Le prince héritier d’Arabie saoudite, Mohammad ben Salmane, nie toujours toute implication du royaume dans la disparition de Jamal Khashoggi. Mandel Ngan/AFP
L’Arabie saoudite aurait plus à perdre qu’à gagner économiquement d’une escalade avec les États-Unis, estiment des experts occidentaux, deux semaines après la disparition du journaliste saoudien Jamal Khashoggi, qui a donné lieu à des menaces inhabituelles entre les proches alliés (lire en page 7). Le week-end a été marqué par des menaces américaines et des répliques saoudiennes, alors que les États-Unis sont le premier partenaire commercial de l’Arabie saoudite. Si Riyad, premier exportateur mondial de brut, recourait à l’arme du pétrole – l’Arabie vend un million de barils par jour aux États-Unis –, cela « détruirait complètement son image de “fournisseur fiable” et déstabiliserait Mohammad ben Salmane (MBS) vis-à-vis des élites saoudiennes », selon Jean-François Seznec, chercheur au Center for Global Energy de l’Atlantic Council. Celui-ci qualifie en outre les menaces saoudiennes de « gesticulations (…) le temps de trouver une solution ».
Cette affaire embarrasse au plus haut point M. Trump, qui a fait de sa relation personnelle avec le roi Salmane et MBS un des piliers de sa stratégie pour contrebalancer les possibles tensions sur les cours du brut résultant d’un nouveau train de sanctions prévu contre Téhéran début novembre.
« Tout et son contraire »
« Trump est tiraillé, il dit tout et son contraire », mais le Congrès, où des élus se mobilisent, « ne lâchera pas », note François Heisbourg, conseiller à la Fondation pour la recherche stratégique basée à Paris. Des parlementaires démocrates mais aussi républicains pourraient bloquer des ventes d’armes et M. Trump serait sous pression pour sanctionner des individus si le rôle de l’État saoudien était prouvé. M. Trump avait auparavant évoqué un châtiment « sévère », donc des sanctions, si la responsabilité du royaume était avérée. Cette menace est très mal passée à Riyad où un haut responsable a rappelé que l’État pétrolier jouait « un rôle vital dans l’économie mondiale » et qu’en cas de mesures punitives, il pouvait lui-même recourir à des actions plus fortes, selon lui.

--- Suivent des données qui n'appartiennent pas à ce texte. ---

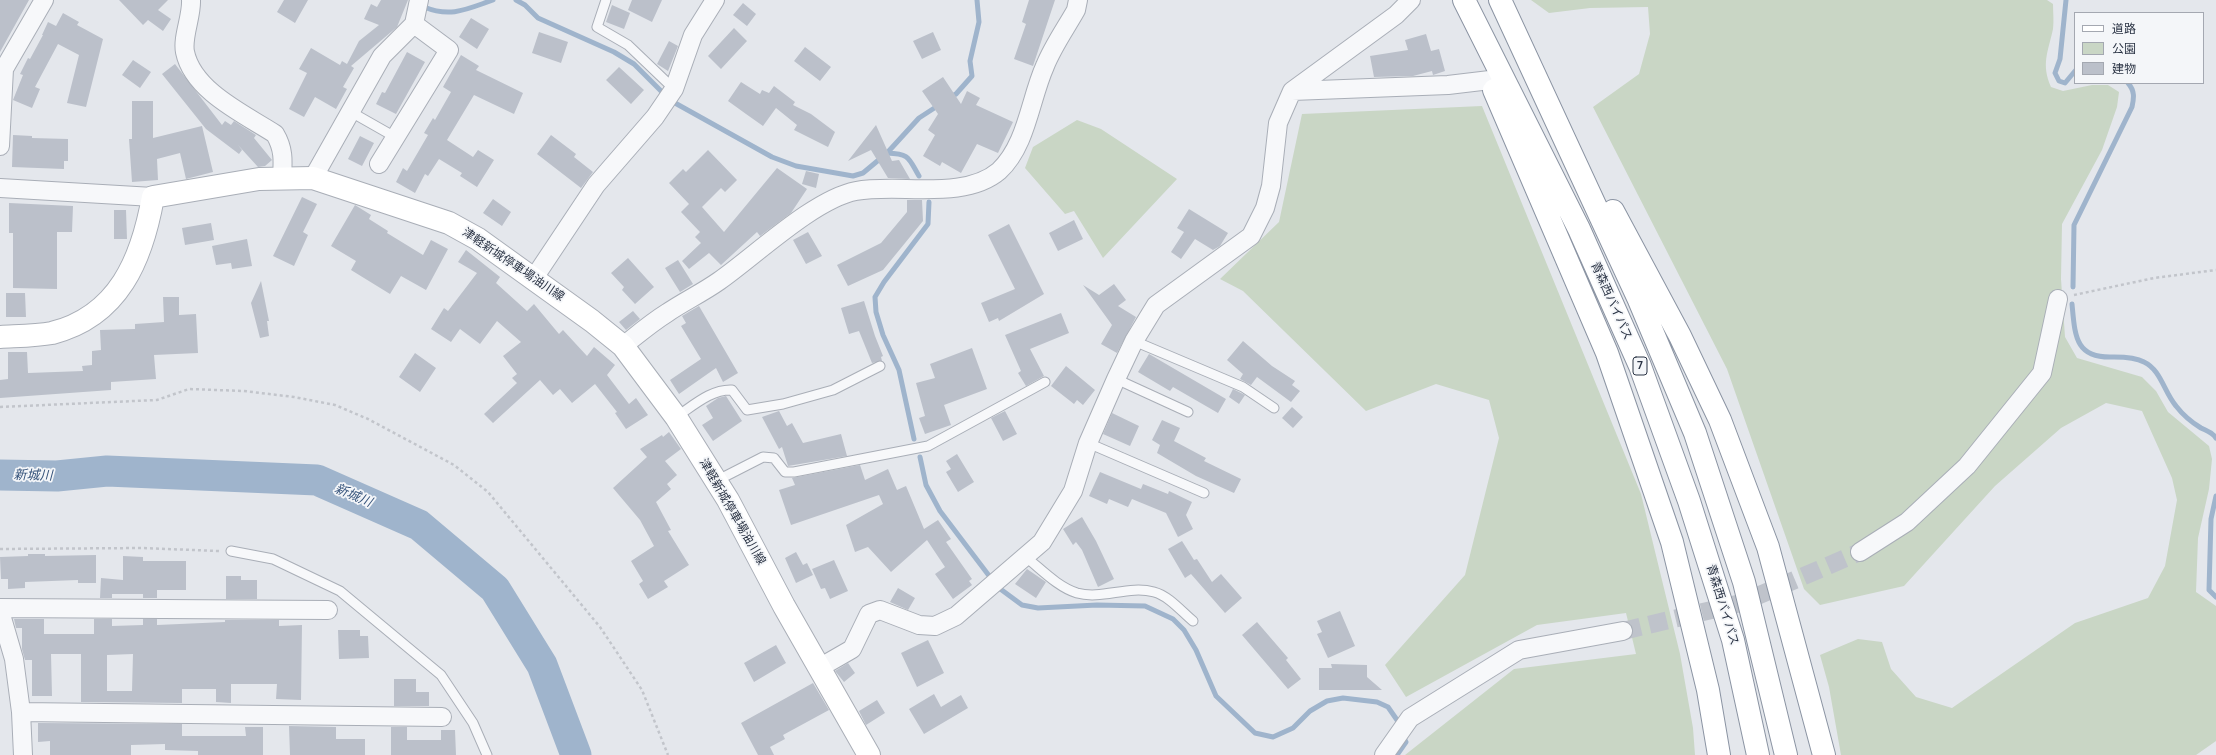 <!DOCTYPE html>
<html>
<head>
<meta charset="utf-8">
<style>
  body { margin:0 }
  #map { position:relative; width:2216px; height:755px; overflow:hidden; background:#e4e7ec; font-family:"DM Sans","Noto Sans JP",sans-serif }
  canvas { display:block }
  .legend { position:absolute; left:2074px; top:12px; width:130px; height:72px; box-sizing:border-box; background:#f4f6f9; border:1px solid #a4a8b1; margin:0; padding:5px 7px; list-style:none; font-size:12px; color:#2b3445 }
  .legend li { display:flex; align-items:center; gap:8px; height:20px }
  .legend b { width:20px; border:1px solid #a4a8b1 }
</style>
</head>
<body>
<div id="map">
<canvas width="2216" height="755"></canvas>
<ul class="legend">
<li><b style="height:5px;background:#fff"></b>道路</li>
<li><b style="height:11px;background:#c9d6c5"></b>公園</li>
<li><b style="height:11px;background:#bbc0ca"></b>建物</li>
</ul>
</div>
<script>
const c = document.querySelector('canvas').getContext('2d');
c.lineJoin = 'round';
function fillPath(path, color) { c.fillStyle = color; c.fill(path, 'evenodd'); }
function trace(path, color, width, dash) { c.strokeStyle = color; c.lineWidth = width; c.lineCap = dash ? 'butt' : 'round'; c.setLineDash(dash || []); c.stroke(path); }
function write(font, color, halo, rows, align = 'center') {
  c.font = font + ' "DM Sans","Noto Sans JP",sans-serif'; c.lineWidth = 3.5; c.setLineDash([]); c.textBaseline = 'middle'; c.strokeStyle = halo; c.fillStyle = color; for (const [text, x, y, turn = 0] of rows) {
    c.save(); c.translate(x, y); c.rotate((+turn || 0) * Math.PI / 180); c.textAlign = isNaN(turn) ? turn : align; if (halo) c.strokeText(text, 0, 0); c.fillText(text, 0, 0); c.restore();
  }
}
fillPath(new Path2D(`
  M 1531,0 L 2047,0 L 2053,4 C 2053,12 2054,21 2053,29 C 2048,52 2041,64 2051,87 L 2063,91 L 2092,85 L 2108,85 L 2119,92 L 2117,107 L 2102,150 L 2062,224 L 2061,279 L 2065,337 L 2077,358 L 2142,377 L 2156,391 L 2168,412 L 2209,446 L 2212,459 L 2209,489 L 2198,538 L 2196,592 L 2216,606 L 2216,741 L 2196,755 L 1841,755 L 1829,687 L 1820,655 L 1858,639 L 1882,642 L 1891,669 L 1916,697 L 1952,708 L 2075,623 L 2148,598 L 2165,566 L 2177,500 L 2172,478 L 2142,411 L 2106,403 L 2061,428 L 1995,486 L 1904,586 L 1820,605 L 1804,589 L 1727,369 L 1593,107 L 1639,74 L 1650,34 L 1648,7 L 1590,8 L 1549,13 Z
  M 1482,106 L 1641,494 L 1680,654 L 1693,728 L 1695,755 L 1405,755 L 1514,669 L 1636,654 L 1626,613 L 1537,625 L 1406,697 L 1385,665 L 1465,575 L 1499,438 L 1489,400 L 1436,384 L 1366,411 L 1243,291 L 1220,279 L 1279,222 L 1302,114 Z
  M 1077,120 L 1101,129 L 1177,179 L 1103,258 L 1074,211 L 1065,214 L 1025,168 L 1033,147 Z`), '#c9d6c5');
trace(new Path2D(`
  M 516,0 L 525,5 L 538,18 L 614,52 L 634,64 L 663,93
  M 2066,0 L 2060,59 L 2055,73 L 2059,81 L 2065,83 L 2075,71
  M 424,7 C 451,18 467,9 493,0
  M 949,98 L 956,94 L 972,76 L 970,61 L 979,22 L 977,0
  M 675,103 L 772,157 L 796,166 L 853,176 L 863,173 L 887,153 L 919,118 L 939,105
  M 887,153 C 910,154 908,157 919,176
  M 2073,287 L 2074,225 L 2132,107 C 2134,98 2135,91 2128,83
  M 2072,304 C 2075,336 2075,359 2114,357 C 2123,357 2135,357 2144,362 C 2161,370 2164,392 2176,406 C 2183,415 2191,422 2201,428 C 2207,431 2212,432 2216,438
  M 914,439 L 899,370 L 883,335 L 876,312 L 875,297 L 884,282 L 928,224 L 929,202
  M 920,457 L 926,485 L 940,511 L 990,577
  M 2216,496 L 2211,519 L 2209,590 L 2216,597
  M 999,588 L 1022,605 L 1038,608 L 1097,605 L 1145,606 L 1173,619 L 1184,630 L 1196,650 L 1216,696 L 1255,733 L 1273,737 L 1293,728 L 1310,711 L 1327,701 L 1343,698 L 1377,702 L 1388,707 L 1397,720
  M 1397,755 L 1406,742 L 1404,738`), '#9fb4cc', 5);
trace(new Path2D(`
  M 0,475 L 57,476 L 107,471 L 317,480 L 419,525 L 495,589 L 542,665 L 576,755`), '#9fb4cc', 31);
fillPath(new Path2D(`
  M 0,0 L 29,0 L 0,52 Z
  M 119,0 L 168,0 L 158,10 L 171,19 L 163,31 L 148,20 L 143,25 Z
  M 284,0 L 308,0 L 295,23 L 277,12 Z
  M 381,0 L 408,0 L 397,27 L 351,66 L 354,68 L 343,87 L 347,89 L 336,109 L 315,97 L 304,117 L 289,109 L 307,73 L 299,69 L 311,48 L 340,65 L 342,61 L 347,64 L 359,41 L 379,25 L 364,19 L 371,4 L 377,7 Z
  M 632,0 L 662,0 L 652,22 L 628,10 Z
  M 1029,0 L 1055,0 L 1033,66 L 1014,59 L 1026,24 L 1022,22 Z
  M 743,3 L 756,14 L 747,26 L 733,15 Z
  M 612,5 L 630,13 L 624,29 L 606,22 Z
  M 63,13 L 79,22 L 77,25 L 103,39 L 86,107 L 67,103 L 79,55 L 58,44 L 35,87 L 40,89 L 32,108 L 13,100 L 23,75 L 20,74 L 28,58 L 30,59 L 43,35 L 42,35 L 48,22 L 56,26 Z
  M 471,18 L 489,29 L 477,49 L 459,37 Z
  M 734,28 L 747,41 L 721,69 L 708,56 Z
  M 539,32 L 568,42 L 561,63 L 532,53 Z
  M 933,32 L 941,50 L 922,59 L 913,41 Z
  M 1426,34 L 1431,51 L 1439,49 L 1445,71 L 1433,75 L 1432,71 L 1413,76 L 1374,77 L 1370,56 L 1408,50 L 1405,40 Z
  M 669,41 L 678,46 L 668,71 L 657,64 Z
  M 805,47 L 831,67 L 820,81 L 794,61 Z
  M 407,52 L 425,62 L 396,114 L 376,104 L 382,92 L 385,93 Z
  M 461,55 L 479,66 L 476,70 L 523,93 L 514,114 L 474,95 L 447,140 L 473,157 L 478,150 L 494,160 L 477,187 L 460,176 L 462,173 L 439,159 L 428,176 L 425,174 L 415,193 L 396,182 L 403,168 L 407,171 L 428,135 L 424,133 L 433,118 L 435,120 L 451,92 L 443,87 Z
  M 133,60 L 151,72 L 140,88 L 122,75 Z
  M 175,64 L 222,125 L 225,121 L 231,125 L 234,121 L 256,135 L 254,138 L 272,160 L 265,166 L 258,167 L 238,145 L 242,150 L 239,154 L 206,129 L 162,74 Z
  M 619,67 L 644,90 L 631,104 L 606,80 Z
  M 943,77 L 961,104 L 967,91 L 980,98 L 976,105 L 1013,122 L 998,153 L 977,144 L 961,173 L 942,162 L 940,166 L 923,156 L 935,135 L 928,130 L 938,114 L 922,91 Z
  M 741,82 L 760,94 L 762,90 L 769,93 L 774,86 L 795,102 L 793,105 L 811,114 L 835,132 L 828,147 L 794,130 L 797,125 L 776,108 L 763,126 L 746,114 L 728,101 Z
  M 132,101 L 153,101 L 153,138 L 202,126 L 213,172 L 186,179 L 180,153 L 157,159 L 158,180 L 132,182 L 129,139 L 132,139 Z
  M 876,125 L 892,161 L 899,160 L 910,179 L 888,178 L 871,150 L 848,161 Z
  M 13,135 L 32,136 L 32,138 L 68,139 L 68,161 L 64,161 L 64,169 L 12,167 Z
  M 551,135 L 576,154 L 574,157 L 593,172 L 581,188 L 537,154 Z
  M 360,136 L 374,143 L 362,166 L 348,159 Z
  M 708,150 L 737,180 L 725,192 L 721,188 L 702,207 L 724,232 L 777,168 L 807,189 L 791,213 L 760,236 L 757,232 L 721,265 L 709,253 L 689,269 L 682,261 L 701,243 L 695,237 L 700,232 L 681,212 L 689,204 L 669,183 L 683,169 L 686,172 Z
  M 806,171 L 819,174 L 816,188 L 802,184 Z
  M 302,197 L 317,204 L 303,232 L 308,235 L 294,266 L 273,256 Z
  M 493,199 L 511,212 L 502,226 L 483,213 Z
  M 907,200 L 922,200 L 923,221 L 883,270 L 848,286 L 837,265 L 881,243 L 907,212 Z
  M 9,203 L 73,206 L 72,232 L 57,232 L 57,289 L 13,288 L 13,233 L 9,233 Z
  M 355,205 L 371,215 L 369,219 L 388,231 L 387,233 L 423,255 L 431,240 L 448,249 L 426,290 L 401,276 L 390,294 L 351,270 L 356,261 L 331,246 Z
  M 1189,209 L 1228,233 L 1220,246 L 1213,250 L 1195,239 L 1181,259 L 1171,252 L 1184,232 L 1177,228 Z
  M 114,210 L 126,210 L 127,239 L 114,239 Z
  M 1074,220 L 1083,239 L 1058,251 L 1049,233 Z
  M 211,223 L 214,240 L 185,245 L 182,228 Z
  M 1009,224 L 1044,294 L 999,321 L 998,318 L 989,322 L 981,303 L 1015,289 L 988,235 Z
  M 808,232 L 822,256 L 806,264 L 793,240 Z
  M 247,239 L 252,266 L 232,269 L 231,263 L 216,265 L 212,246 Z
  M 466,250 L 500,277 L 496,283 L 527,311 L 534,304 L 559,334 L 563,330 L 587,356 L 594,347 L 615,365 L 607,375 L 629,404 L 636,398 L 648,415 L 626,429 L 615,413 L 617,412 L 595,384 L 572,403 L 560,389 L 553,395 L 540,380 L 493,423 L 484,414 L 517,383 L 512,378 L 517,374 L 503,356 L 521,342 L 497,321 L 480,344 L 460,329 L 451,342 L 431,329 L 444,308 L 448,311 L 477,273 L 458,262 Z
  M 628,258 L 654,287 L 635,304 L 622,290 L 624,287 L 611,273 Z
  M 678,260 L 693,284 L 680,292 L 665,268 Z
  M 261,281 L 269,321 L 267,321 L 269,336 L 260,338 L 251,303 Z
  M 1114,284 L 1126,300 L 1118,306 L 1136,317 L 1117,353 L 1101,344 L 1112,325 L 1083,285 L 1099,295 Z
  M 6,293 L 25,293 L 26,317 L 6,317 Z
  M 163,297 L 179,297 L 179,315 L 196,314 L 198,353 L 154,355 L 156,379 L 111,382 L 111,390 L 0,398 L 0,380 L 8,379 L 8,352 L 27,352 L 28,373 L 83,371 L 82,366 L 92,365 L 92,351 L 101,350 L 100,330 L 135,329 L 135,324 L 164,322 Z
  M 864,301 L 875,336 L 883,356 L 881,357 L 882,361 L 872,363 L 859,331 L 849,334 L 841,308 Z
  M 699,306 L 738,373 L 723,382 L 716,368 L 679,394 L 670,380 L 701,359 L 681,326 L 686,323 L 682,316 Z
  M 633,311 L 640,319 L 626,330 L 619,322 Z
  M 1061,313 L 1069,333 L 1030,349 L 1044,376 L 1026,386 L 1018,373 L 1021,371 L 1005,335 Z
  M 1243,341 L 1272,366 L 1295,381 L 1292,385 L 1300,391 L 1291,402 L 1257,377 L 1251,385 L 1240,379 L 1243,374 L 1227,360 Z
  M 972,348 L 987,389 L 944,405 L 951,425 L 925,434 L 919,418 L 925,416 L 916,383 L 935,378 L 930,364 Z
  M 415,353 L 436,368 L 420,392 L 399,377 Z
  M 1149,354 L 1226,399 L 1218,413 L 1173,387 L 1170,391 L 1138,372 Z
  M 1066,366 L 1095,390 L 1083,405 L 1077,400 L 1074,404 L 1051,386 Z
  M 1233,389 L 1245,395 L 1239,404 L 1229,397 Z
  M 726,396 L 742,421 L 713,441 L 702,425 L 713,418 L 706,406 L 718,398 Z
  M 1292,407 L 1303,417 L 1293,428 L 1282,418 Z
  M 779,411 L 787,426 L 792,423 L 803,443 L 841,434 L 847,456 L 788,466 L 782,447 L 779,449 L 762,417 Z
  M 1005,411 L 1017,434 L 1003,441 L 991,418 Z
  M 1112,413 L 1139,426 L 1130,446 L 1103,434 Z
  M 1162,420 L 1180,428 L 1174,441 L 1206,458 L 1204,461 L 1241,479 L 1234,493 L 1196,476 L 1157,453 L 1160,445 L 1152,440 Z
  M 669,432 L 681,449 L 665,461 L 677,475 L 667,484 L 671,489 L 656,502 L 671,530 L 668,531 L 689,565 L 664,581 L 668,587 L 648,599 L 639,584 L 643,581 L 631,561 L 654,546 L 640,520 L 613,488 L 647,457 L 640,449 L 662,435 L 663,437 Z
  M 957,454 L 974,482 L 958,492 L 946,472 L 951,469 L 946,461 Z
  M 860,465 L 865,480 L 888,469 L 897,490 L 906,486 L 924,529 L 938,520 L 951,539 L 946,542 L 972,579 L 969,581 L 972,585 L 953,599 L 935,574 L 945,567 L 927,540 L 891,572 L 868,547 L 855,552 L 846,525 L 883,504 L 879,495 L 791,525 L 779,490 L 795,485 L 792,478 Z
  M 1100,472 L 1141,489 L 1143,484 L 1168,494 L 1169,491 L 1192,502 L 1186,515 L 1193,529 L 1178,537 L 1166,513 L 1132,499 L 1128,507 L 1109,499 L 1107,504 L 1089,496 Z
  M 1082,517 L 1096,541 L 1114,579 L 1098,587 L 1082,550 L 1076,542 L 1073,545 L 1063,529 Z
  M 1182,541 L 1194,560 L 1197,559 L 1212,582 L 1221,574 L 1242,598 L 1225,613 L 1191,574 L 1185,578 L 1168,549 Z
  M 796,552 L 803,565 L 807,563 L 813,575 L 796,583 L 785,558 Z
  M 28,554 L 45,554 L 45,556 L 96,555 L 96,583 L 78,583 L 78,580 L 25,582 L 25,588 L 8,589 L 8,579 L 1,579 L 0,557 L 28,556 Z
  M 123,556 L 143,557 L 143,561 L 186,561 L 186,590 L 157,590 L 157,598 L 143,598 L 143,594 L 112,594 L 112,598 L 100,598 L 101,578 L 123,580 Z
  M 834,560 L 848,591 L 830,599 L 825,588 L 821,589 L 812,569 Z
  M 1027,569 L 1046,582 L 1036,598 L 1015,584 Z
  M 226,576 L 241,576 L 241,580 L 257,580 L 257,599 L 226,599 Z
  M 898,588 L 915,598 L 908,610 L 890,602 Z
  M 1340,611 L 1355,646 L 1328,658 L 1317,634 L 1322,632 L 1317,621 Z
  M 14,619 L 44,619 L 44,634 L 94,634 L 94,619 L 112,619 L 112,626 L 143,625 L 143,619 L 157,619 L 157,625 L 225,622 L 225,620 L 279,620 L 279,626 L 302,625 L 301,700 L 276,699 L 277,684 L 231,684 L 231,703 L 216,702 L 216,689 L 182,689 L 182,703 L 81,702 L 81,654 L 51,654 L 52,696 L 32,696 L 32,660 L 25,660 L 22,649 L 22,628 L 16,628 ZM 133,654 L 132,691 L 107,691 L 107,655 Z
  M 1257,622 L 1288,658 L 1286,660 L 1301,679 L 1288,689 L 1242,635 Z
  M 338,630 L 360,630 L 360,636 L 368,636 L 369,658 L 339,659 Z
  M 928,640 L 944,673 L 917,687 L 901,653 Z
  M 776,645 L 786,663 L 754,682 L 744,663 Z
  M 848,663 L 855,673 L 844,682 L 835,671 Z
  M 1331,664 L 1367,665 L 1367,677 L 1382,690 L 1319,690 L 1319,668 L 1332,668 Z
  M 394,679 L 416,679 L 416,692 L 429,692 L 429,706 L 394,706 Z
  M 813,683 L 829,710 L 783,735 L 785,739 L 770,747 L 774,755 L 758,755 L 741,723 Z
  M 934,694 L 941,707 L 961,695 L 968,708 L 924,734 L 909,709 Z
  M 877,700 L 885,713 L 866,725 L 859,711 Z
  M 38,723 L 182,724 L 182,736 L 246,736 L 245,727 L 263,727 L 263,755 L 198,755 L 198,751 L 165,750 L 165,744 L 131,745 L 131,755 L 50,755 L 50,741 L 38,742 Z
  M 289,726 L 336,727 L 336,739 L 365,739 L 365,755 L 290,755 Z
  M 391,727 L 407,727 L 407,740 L 441,740 L 441,730 L 455,730 L 456,755 L 391,755 Z`), '#bbc0ca');
trace(new Path2D(`
  M 1623,631 L 1741,603 L 1860,552`), '#bfc3cb', 18, [18, 9]);
const service = new Path2D(`
  M 606,0 L 597,27 L 628,45 L 674,89
  M 351,112 L 395,137
  M 1134,341 L 1243,387 L 1274,408
  M 1116,379 L 1188,412
  M 676,417 C 693,406 711,389 732,390 L 747,410 L 783,404 L 833,390 L 880,366
  M 1088,443 L 1204,493
  M 716,481 L 763,457 L 774,458 L 785,472 L 794,472 L 928,446 L 1045,382
  M 231,551 L 273,559 L 340,591 L 441,675 L 473,723 L 487,755
  M 1027,558 C 1042,570 1058,587 1077,593 C 1102,600 1128,585 1154,592 C 1169,596 1181,611 1193,621`);
const minor = new Path2D(`
  M 191,0 C 192,16 182,37 185,52 C 193,91 244,114 275,134 C 284,149 283,161 282,178
  M 1292,91 L 1448,85 L 1490,80
  M 0,146 L 4,69 L 44,0
  M 379,164 L 449,50 L 414,24
  M 313,178 L 382,56 L 414,24 L 419,0
  M 0,188 L 153,197
  M 534,278 L 596,185 L 655,117 L 674,89 L 693,35 L 715,0
  M 623,346 C 637,335 651,323 667,313 C 683,302 702,293 719,281 C 755,256 814,199 856,191 C 898,183 964,201 999,171 C 1027,145 1030,99 1045,66 C 1053,46 1066,28 1076,10 L 1078,0
  M 1860,552 L 1907,522 L 1967,466 L 2042,373 L 2058,299
  M 0,608 L 328,610
  M 0,611 L 14,659 L 21,712 L 23,755
  M 819,668 L 852,649 L 869,614 L 880,610 L 919,625 L 935,626 L 956,616 L 1042,542 L 1073,491 L 1088,443 L 1116,379 L 1134,341 L 1156,305 L 1251,236 L 1265,208 L 1271,186 L 1278,123 L 1292,91 L 1396,15 L 1411,0
  M 21,712 L 442,717
  M 1384,755 L 1410,718 L 1519,650 L 1623,631`);
const secondary = new Path2D(`
  M 0,337 C 17,336 36,336 52,333 C 119,316 142,259 153,197 L 259,179 L 313,178 L 449,223 L 478,239 L 592,321 L 623,346 L 676,417 L 728,500 L 784,606 L 869,755`);
const trunk = new Path2D(`
  M 1464,0 L 1579,229 L 1640,366 L 1689,501 L 1733,640 L 1758,755
  M 1500,0 L 1639,300 L 1695,433 L 1744,582 L 1786,755
  M 1494,90 L 1607,353 L 1672,542 L 1708,690 L 1719,755
  M 1613,211 L 1680,336 L 1720,420 L 1768,547 L 1824,755`);
trace(service, '#a9aeb7', 11);
trace(minor, '#a9aeb7', 20);
trace(secondary, '#a9aeb7', 24);
trace(trunk, '#8b94a3', 24);
trace(new Path2D(`
  M 2074,295 L 2154,278 L 2216,270
  M 0,407 L 157,400 L 189,389 L 244,391 L 294,397 L 335,405 L 368,419 L 454,465 L 488,492 L 600,627 L 642,690 L 668,755
  M 0,549 L 141,548 L 219,551`), '#c2c5cb', 2.5, [3, 3]);
trace(service, '#f7f8fa', 9);
trace(minor, '#f7f8fa', 18);
trace(secondary, '#fff', 22);
trace(trunk, '#fff', 22);
for (const [x, y, w] of [
  [1640,366,14]
]) { const box = new Path2D(); box.roundRect(x - w / 2, y - 9, w, 18, 3); c.fillStyle = '#f4f6f9'; c.fill(box); trace(box, '#2b3445', 1); }
write('bold 11px', '#2b3445', null, [
  ["7",1640,366]
]);
write('12px', '#2b3445', '#f4f6f9', [
  ["津軽新城停車場油川線",513,265,34],
  ["青森西バイパス",1611,301,66],
  ["津軽新城停車場油川線",732,512,60],
  ["青森西バイパス",1722,605,73]
]);
write('italic 13px', '#34527a', '#f4f6f9', [
  ["新城川",33,476,1],
  ["新城川",353,496,23]
]);
</script>
</body>
</html>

La chaîne à capitaux saoudiens al-Arabiya a évoqué 30 mesures potentielles qui pourraient faire flamber les prix du pétrole, lui faisant atteindre 200 dollars le baril, au lieu de 80 actuellement. Selon M. Seznec, si la crise dégénérait avec des conséquences sur le pétrole, « MBS pourrait exiger des paiements en yuan (au lieu du dollar), mais cela déstabiliserait toute l’économie mondiale et amènerait les États-Unis à prendre des mesures drastiques » pouvant précipiter « un changement de leadership en Arabie » saoudite.
Richard LeBaron, ancien ambassadeur américain au Koweït, également associé à l’Atlantic Council, prédit que toute mesure de rétorsion des Saoudiens « ne les aidera ni à court ni à long terme car elle renforcera la réputation croissante d’imprévisibilité et d’impétuosité du régime », à la recherche d’investisseurs. Pour M. Heisbourg, si Riyad avait recours à un embargo pétrolier, « les producteurs de pétrole de schiste aux États-Unis se frotteraient les mains, les Chinois en souffriraient, les Européens aussi ». Et si le Congrès américain décidait de bloquer des ventes d’armes, « les Saoudiens pourraient se tourner vers la Russie mais, pendant un temps, le royaume (qui repose entièrement sur des systèmes américains) n’aurait plus de défense en raison d’un grave problème de pièces de rechange ».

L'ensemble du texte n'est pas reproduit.